Cancer-Cyst varies in respect to size from the microscopic, to the circumference of the colossal cysts, in the compound cystoid. The alveoli of areolar cancer in particular - that is, the small cysts constituting alveolar-cancer, - and especially the peripheral-alveoli, grow into comprehensive cysts. The cancer-cyst contains a sero-albuminous fluid, a jelly-like (colloid) substance, and frequently cancer-parenchyma. It is not a rare thing to find - imbedded in a cancer, or independent, and remote from a heterologous growth, ascertained by its volume to be the primary seat of the cancer-production - tumors, obviously consisting of encysted-cancer parenchyma, or cancer-tubera, which, manifestly enveloped in an often stoutish fibrous capsule, are distinguishable at a glance from other uninvested accumulations of the cancerous substance. Within the encysted parenchyma, again, is sometimes lodged a smaller, filial cyst.

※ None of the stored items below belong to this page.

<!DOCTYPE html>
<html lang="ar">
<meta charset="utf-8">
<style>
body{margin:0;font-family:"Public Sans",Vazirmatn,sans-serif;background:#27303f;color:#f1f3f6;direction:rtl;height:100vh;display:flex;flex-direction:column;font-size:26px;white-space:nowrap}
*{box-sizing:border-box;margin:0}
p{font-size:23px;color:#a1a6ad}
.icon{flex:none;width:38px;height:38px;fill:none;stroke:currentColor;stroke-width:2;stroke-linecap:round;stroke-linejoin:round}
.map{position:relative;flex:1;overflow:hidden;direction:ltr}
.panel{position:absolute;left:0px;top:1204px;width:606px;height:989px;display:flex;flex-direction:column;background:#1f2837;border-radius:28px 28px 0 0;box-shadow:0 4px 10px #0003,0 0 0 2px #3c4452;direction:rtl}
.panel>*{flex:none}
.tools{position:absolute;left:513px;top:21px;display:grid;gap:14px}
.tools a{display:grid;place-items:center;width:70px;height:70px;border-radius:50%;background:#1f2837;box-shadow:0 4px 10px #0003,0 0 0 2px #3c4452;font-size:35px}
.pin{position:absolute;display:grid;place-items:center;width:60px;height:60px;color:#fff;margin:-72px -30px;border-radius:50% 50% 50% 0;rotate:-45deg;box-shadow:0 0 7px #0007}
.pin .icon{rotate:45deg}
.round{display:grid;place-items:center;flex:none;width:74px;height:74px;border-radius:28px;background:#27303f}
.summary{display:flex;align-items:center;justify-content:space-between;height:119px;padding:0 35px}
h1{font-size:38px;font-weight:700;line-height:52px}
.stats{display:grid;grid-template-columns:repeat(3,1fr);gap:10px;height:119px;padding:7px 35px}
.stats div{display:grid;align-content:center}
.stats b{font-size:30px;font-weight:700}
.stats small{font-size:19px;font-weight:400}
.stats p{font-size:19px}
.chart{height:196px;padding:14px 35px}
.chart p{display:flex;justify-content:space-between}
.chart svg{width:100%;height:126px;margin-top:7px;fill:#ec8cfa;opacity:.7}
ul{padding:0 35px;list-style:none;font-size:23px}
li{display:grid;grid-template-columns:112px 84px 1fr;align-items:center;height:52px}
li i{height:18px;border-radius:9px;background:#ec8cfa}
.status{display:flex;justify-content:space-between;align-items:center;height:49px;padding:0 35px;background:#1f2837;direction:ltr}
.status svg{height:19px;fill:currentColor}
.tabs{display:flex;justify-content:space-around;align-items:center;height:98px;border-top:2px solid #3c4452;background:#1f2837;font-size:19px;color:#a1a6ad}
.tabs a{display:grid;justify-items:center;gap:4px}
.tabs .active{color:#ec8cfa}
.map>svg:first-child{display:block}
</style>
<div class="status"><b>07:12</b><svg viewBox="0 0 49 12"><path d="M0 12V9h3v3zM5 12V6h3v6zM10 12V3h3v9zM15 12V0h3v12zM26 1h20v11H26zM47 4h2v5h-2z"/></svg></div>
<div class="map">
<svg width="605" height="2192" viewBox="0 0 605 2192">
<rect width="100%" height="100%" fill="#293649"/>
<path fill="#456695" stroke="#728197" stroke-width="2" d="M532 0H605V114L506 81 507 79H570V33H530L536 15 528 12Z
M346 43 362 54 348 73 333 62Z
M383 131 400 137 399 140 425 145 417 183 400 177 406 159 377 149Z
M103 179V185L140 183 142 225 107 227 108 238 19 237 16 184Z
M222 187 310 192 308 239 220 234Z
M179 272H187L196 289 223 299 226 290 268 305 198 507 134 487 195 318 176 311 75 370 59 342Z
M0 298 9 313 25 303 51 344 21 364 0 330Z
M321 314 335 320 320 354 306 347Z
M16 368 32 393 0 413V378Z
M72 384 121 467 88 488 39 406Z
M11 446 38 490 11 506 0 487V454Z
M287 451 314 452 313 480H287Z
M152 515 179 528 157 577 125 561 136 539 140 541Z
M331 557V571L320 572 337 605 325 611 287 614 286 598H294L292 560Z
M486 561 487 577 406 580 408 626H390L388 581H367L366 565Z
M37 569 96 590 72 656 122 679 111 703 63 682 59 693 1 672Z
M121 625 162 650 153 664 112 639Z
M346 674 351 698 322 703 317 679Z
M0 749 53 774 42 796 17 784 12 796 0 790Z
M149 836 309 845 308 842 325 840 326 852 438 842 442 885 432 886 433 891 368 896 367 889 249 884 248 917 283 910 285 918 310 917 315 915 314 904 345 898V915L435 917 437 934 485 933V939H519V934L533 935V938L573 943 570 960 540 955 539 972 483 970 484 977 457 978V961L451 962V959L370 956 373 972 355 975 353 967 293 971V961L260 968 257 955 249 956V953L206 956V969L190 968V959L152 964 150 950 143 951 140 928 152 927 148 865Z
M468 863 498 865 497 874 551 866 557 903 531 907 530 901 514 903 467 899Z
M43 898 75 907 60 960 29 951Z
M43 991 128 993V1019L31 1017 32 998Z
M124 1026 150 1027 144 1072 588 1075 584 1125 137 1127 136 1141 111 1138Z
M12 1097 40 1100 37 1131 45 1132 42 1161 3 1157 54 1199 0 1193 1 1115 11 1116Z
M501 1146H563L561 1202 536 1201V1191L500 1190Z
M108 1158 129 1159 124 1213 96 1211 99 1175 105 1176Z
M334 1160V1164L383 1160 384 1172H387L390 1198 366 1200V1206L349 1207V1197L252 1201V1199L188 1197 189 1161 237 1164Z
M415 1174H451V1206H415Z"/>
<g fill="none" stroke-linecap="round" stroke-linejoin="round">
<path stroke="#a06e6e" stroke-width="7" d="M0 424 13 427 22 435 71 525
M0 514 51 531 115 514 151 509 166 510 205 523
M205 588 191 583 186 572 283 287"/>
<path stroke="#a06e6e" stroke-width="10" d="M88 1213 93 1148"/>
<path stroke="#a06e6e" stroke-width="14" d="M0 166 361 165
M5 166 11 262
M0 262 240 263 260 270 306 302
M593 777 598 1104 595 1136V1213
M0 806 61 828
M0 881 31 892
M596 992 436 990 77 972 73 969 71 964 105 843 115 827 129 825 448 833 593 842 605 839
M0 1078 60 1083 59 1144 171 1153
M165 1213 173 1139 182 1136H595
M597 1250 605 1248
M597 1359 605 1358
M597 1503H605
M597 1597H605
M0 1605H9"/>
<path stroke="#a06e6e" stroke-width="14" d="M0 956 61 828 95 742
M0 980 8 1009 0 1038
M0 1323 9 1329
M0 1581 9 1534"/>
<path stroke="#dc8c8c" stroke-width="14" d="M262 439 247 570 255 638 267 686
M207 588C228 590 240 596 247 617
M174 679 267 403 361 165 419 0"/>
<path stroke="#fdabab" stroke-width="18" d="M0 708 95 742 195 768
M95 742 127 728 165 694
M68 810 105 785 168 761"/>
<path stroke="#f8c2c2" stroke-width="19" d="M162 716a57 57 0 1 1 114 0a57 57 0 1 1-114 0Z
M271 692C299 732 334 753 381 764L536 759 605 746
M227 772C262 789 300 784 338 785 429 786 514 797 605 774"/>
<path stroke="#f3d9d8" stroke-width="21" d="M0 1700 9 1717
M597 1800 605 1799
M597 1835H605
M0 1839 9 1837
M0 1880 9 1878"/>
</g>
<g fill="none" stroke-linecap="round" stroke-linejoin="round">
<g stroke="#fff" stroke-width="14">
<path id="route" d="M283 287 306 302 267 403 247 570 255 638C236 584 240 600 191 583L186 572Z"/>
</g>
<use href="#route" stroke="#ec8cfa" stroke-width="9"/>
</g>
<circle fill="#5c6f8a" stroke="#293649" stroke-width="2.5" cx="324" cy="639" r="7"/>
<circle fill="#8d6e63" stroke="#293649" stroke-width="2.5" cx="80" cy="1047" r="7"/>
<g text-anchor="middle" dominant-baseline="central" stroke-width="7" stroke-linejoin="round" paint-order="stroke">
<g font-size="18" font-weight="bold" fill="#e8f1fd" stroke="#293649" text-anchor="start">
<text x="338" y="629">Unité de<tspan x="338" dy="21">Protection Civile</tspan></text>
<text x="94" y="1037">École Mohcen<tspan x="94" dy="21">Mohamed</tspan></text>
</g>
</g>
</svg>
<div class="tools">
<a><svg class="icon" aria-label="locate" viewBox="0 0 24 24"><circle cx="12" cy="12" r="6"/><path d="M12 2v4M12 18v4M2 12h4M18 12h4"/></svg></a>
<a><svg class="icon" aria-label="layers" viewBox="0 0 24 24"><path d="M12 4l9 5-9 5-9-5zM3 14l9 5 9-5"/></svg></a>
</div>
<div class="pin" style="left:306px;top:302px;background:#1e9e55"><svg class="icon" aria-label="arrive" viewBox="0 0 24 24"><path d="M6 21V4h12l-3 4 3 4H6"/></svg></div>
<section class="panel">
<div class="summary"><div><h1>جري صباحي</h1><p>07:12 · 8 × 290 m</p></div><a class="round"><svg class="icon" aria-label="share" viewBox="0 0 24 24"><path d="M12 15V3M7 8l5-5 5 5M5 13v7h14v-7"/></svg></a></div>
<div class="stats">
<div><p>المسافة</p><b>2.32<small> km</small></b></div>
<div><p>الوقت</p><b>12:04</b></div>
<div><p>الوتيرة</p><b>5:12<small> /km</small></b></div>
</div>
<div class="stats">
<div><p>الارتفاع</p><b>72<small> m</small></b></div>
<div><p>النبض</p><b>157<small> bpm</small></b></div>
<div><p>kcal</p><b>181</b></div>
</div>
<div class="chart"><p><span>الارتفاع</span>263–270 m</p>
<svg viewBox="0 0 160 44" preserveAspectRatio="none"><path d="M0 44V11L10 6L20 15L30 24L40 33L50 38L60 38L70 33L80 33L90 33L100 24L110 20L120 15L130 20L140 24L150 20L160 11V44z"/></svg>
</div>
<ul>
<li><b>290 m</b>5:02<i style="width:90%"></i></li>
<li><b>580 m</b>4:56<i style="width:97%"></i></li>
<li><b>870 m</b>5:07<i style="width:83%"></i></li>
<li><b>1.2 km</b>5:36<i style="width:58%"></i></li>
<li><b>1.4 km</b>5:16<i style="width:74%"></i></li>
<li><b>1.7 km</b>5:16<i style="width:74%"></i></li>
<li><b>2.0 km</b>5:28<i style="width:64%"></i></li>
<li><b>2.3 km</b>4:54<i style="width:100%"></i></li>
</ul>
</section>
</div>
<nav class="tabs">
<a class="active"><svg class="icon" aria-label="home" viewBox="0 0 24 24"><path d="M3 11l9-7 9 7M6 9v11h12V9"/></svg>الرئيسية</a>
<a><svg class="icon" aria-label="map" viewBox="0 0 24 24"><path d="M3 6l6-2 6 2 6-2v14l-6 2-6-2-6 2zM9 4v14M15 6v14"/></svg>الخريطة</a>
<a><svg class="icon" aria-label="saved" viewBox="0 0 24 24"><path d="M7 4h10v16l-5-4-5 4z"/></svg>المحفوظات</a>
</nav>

Upon this point and upon the development of the cancer-cyst microscopic inspection throws much light. The appropriate materials for examination are afforded more especially by cancer-masses, which, with or without the presence of voluminous cysts, exhibit to the unassisted eye, minute, limpid vesicles, or else an aciniform, glandular structure.

In such cancer-growths, besides the ordinary nucleated cells, often indeed distinguished by their eccentric forms, we discern:

1. Cells Of Notable Diameter

Cells Of Notable Diameter, up to 1/30th of a millimetre, with a very large nucleus, dilated into a clear vesicle, which approximates to, if not touches, the cell-wall. In some of these bloated nuclei, a nucleus corpuscle has become developed into a second central nucleus, which, in its turn also, contains nucleus-corpuscle.

In certain cells we find two of these advanced globular or mutually flattened nuclei, as also several without a nucleus-corpuscle, or with one which, in like manner, expands into a nucleus. Other cells contain, along with a swollen nucleus, one or more ordinary granulated or transparent, spherical or oblong nuclei, besides.